On doit garder le cap! Droit dans le mur capitaine? Oui, moussaillon!
Un gestionnaire qui, confronté à une tonne d’évidence suggérant le contraire, décide de continuer à investir son groupe dans une direction. Le fait-il au bénéfice du groupe, de ses clients ou à celui de la protection de son égo?
Des exemples:
Continuer à investir massivement dans un logiciel ou une solution propriétaire dans laquelle on s’est déjà investi alors que tous les signaux montre que de continuer empira la situation
Continuer à s’investir dans une décision d’architecture(ex: S.O.A, Microservice, événementiel) alors que le contexte n’est pas propice et que les coûts et les échecs ne font que se multiplier
L’apathie
Prends pas ça à cœur, prends ça à l’heure
This is above my paygrade…
La bureaucratie. La multiplication des grades et des rôles. La complexité des systèmes et des processus.
Et lentement, un premier blessé. Un second. Un troisième. Il en faut peu.
Tranquillement, leurs blessures, petites ou grandes, demandent protection. Et pour ne pas se blesser à nouveau, elles invitent les autres à éviter les blessures eux aussi.
Lorsque confrontées à de nouvelles techniques, de nouvelles idées, de nouveaux outils ou même l’opportunité de revisiter des choses du passé, elles se traduiront par des phrases du style
Des développeurs qui font de l’analyse? Impossible.

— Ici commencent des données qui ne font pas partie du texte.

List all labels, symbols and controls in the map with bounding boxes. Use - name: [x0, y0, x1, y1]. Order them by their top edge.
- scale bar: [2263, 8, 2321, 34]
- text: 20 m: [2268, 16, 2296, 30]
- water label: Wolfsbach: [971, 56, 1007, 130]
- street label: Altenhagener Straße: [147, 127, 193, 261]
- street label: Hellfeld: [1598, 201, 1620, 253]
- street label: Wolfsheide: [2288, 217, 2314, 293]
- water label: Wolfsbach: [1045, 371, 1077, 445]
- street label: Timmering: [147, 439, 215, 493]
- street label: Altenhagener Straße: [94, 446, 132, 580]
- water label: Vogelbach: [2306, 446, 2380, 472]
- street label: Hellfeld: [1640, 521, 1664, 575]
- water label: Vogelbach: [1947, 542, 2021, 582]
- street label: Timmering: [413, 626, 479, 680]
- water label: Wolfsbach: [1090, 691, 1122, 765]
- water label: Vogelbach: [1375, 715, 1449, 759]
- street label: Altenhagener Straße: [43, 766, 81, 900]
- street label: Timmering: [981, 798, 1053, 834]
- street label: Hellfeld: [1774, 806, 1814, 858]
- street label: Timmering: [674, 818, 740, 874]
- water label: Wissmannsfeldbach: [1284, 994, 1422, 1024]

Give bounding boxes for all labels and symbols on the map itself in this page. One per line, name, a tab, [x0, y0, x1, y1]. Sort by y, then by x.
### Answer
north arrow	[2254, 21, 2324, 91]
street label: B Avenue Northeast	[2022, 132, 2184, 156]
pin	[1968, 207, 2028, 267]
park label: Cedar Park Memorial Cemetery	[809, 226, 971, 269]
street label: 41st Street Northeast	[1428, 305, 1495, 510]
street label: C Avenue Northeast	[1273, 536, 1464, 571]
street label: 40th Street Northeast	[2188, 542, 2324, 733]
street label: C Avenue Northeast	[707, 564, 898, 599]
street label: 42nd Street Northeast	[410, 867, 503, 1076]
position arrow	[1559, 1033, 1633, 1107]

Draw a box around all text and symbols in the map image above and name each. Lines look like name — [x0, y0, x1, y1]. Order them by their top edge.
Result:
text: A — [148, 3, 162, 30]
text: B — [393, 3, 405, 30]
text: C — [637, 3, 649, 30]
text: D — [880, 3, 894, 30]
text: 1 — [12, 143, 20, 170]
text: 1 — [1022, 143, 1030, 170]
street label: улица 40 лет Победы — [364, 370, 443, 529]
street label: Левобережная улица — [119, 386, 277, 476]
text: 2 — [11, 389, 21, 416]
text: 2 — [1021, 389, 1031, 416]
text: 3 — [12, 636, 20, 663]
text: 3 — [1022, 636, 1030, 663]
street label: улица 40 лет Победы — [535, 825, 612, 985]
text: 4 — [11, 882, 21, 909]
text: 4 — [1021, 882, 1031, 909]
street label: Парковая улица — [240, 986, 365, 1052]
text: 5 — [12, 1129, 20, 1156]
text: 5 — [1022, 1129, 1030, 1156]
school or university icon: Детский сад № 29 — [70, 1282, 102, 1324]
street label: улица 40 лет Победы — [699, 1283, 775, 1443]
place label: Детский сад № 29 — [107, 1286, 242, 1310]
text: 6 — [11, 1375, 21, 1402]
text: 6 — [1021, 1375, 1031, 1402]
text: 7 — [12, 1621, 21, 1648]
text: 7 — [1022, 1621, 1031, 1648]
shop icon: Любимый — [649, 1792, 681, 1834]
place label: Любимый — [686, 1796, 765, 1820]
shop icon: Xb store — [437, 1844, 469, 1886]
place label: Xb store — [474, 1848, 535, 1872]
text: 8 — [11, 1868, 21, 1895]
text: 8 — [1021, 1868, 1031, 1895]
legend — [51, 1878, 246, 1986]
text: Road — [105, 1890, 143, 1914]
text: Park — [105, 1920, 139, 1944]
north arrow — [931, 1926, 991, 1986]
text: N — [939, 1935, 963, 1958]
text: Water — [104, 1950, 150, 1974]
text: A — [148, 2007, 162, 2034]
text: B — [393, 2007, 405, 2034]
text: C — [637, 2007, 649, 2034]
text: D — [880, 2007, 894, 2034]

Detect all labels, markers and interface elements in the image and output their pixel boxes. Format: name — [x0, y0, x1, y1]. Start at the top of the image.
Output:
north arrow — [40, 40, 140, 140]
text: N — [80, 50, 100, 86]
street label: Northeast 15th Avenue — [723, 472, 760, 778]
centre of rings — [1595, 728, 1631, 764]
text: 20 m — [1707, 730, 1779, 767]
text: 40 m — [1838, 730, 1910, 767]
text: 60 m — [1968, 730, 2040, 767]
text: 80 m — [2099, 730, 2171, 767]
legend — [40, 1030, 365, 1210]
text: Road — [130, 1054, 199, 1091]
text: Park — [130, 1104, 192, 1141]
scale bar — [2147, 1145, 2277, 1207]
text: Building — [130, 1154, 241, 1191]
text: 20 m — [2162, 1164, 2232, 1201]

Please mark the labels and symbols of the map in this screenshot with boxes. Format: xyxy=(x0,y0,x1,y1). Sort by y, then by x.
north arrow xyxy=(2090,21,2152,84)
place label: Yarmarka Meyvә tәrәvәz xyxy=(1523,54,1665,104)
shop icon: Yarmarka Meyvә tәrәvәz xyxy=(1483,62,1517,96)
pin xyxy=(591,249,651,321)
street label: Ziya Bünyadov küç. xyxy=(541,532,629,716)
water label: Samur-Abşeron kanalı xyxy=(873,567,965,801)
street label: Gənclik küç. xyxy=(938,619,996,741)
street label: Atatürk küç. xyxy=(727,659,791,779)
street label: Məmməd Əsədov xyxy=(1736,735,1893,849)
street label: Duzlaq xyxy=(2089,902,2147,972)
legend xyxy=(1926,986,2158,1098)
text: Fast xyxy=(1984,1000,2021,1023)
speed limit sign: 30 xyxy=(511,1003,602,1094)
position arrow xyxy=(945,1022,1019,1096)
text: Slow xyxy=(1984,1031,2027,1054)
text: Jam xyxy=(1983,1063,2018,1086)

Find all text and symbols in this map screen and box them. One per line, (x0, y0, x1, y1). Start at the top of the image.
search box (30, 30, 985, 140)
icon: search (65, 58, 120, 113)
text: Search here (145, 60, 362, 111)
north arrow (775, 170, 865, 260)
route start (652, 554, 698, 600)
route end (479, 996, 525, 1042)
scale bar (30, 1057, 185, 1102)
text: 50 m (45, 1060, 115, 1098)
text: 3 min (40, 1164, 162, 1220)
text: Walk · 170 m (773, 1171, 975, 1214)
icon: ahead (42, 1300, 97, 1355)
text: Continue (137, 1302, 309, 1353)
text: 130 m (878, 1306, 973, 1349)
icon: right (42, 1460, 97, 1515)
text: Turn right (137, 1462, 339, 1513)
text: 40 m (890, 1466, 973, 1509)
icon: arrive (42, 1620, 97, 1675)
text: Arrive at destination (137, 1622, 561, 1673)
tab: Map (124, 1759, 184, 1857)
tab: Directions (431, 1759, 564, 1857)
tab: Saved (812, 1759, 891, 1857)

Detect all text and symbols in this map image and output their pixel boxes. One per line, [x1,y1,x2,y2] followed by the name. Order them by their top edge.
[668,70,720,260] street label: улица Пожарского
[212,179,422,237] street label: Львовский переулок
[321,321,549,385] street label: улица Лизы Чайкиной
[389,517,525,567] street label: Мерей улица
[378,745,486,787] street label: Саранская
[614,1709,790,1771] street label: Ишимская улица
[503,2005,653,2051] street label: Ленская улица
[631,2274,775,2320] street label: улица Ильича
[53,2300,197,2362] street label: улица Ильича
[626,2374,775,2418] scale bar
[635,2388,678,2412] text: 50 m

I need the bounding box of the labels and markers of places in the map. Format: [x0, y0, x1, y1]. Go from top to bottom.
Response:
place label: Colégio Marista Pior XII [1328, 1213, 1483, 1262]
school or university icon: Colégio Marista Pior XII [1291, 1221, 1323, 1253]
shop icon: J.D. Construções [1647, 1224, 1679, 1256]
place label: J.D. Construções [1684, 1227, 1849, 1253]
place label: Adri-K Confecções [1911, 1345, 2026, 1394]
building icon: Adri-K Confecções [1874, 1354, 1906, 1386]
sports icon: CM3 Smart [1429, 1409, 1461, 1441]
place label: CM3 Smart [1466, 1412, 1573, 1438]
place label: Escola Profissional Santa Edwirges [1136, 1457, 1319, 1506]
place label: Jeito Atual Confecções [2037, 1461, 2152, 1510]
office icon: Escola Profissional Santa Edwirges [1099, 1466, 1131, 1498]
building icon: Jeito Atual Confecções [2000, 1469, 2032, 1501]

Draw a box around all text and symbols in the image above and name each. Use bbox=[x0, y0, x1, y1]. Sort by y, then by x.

C’est partout pareil, à quoi bon.TDD? Quelqu’un l’a déjà essayé avant et ça n’a pas fonctionné
M’investir pour simplifier le processus de livraison? À quoi bon? Je serai bientôt à la retraite.
L’avarice
Aujourd’hui: L’important, c’est de satisfaire nos actionnaires/clients/deadlines. Tournons les coins ronds maintenant et rapidement. On fera mieux la prochaine fois!
Un an plus tard: L’important, c’est de retenir nos actionnaires/clients/employés
Tant d’accent sur l’externe. L’apparence, la réputation, les profits. Les gains à court terme…
Si peu sur les besoins du système et des gens qui y œuvrent.
Employeur: On n’est pas ici pour se faire du fun
Employé: J’irai me le faire ailleurs alors.
S’en suivent ensuite les sondages de satisfaction employés. Les mesures de rétention des talents. Les métriques de taux de roulement.
Les conséquences:
Le départ de joueurs clés. La perte de connaissances et d’engagement.
La promotion de gens moins compétents à des rôles avec plus de responsabilités.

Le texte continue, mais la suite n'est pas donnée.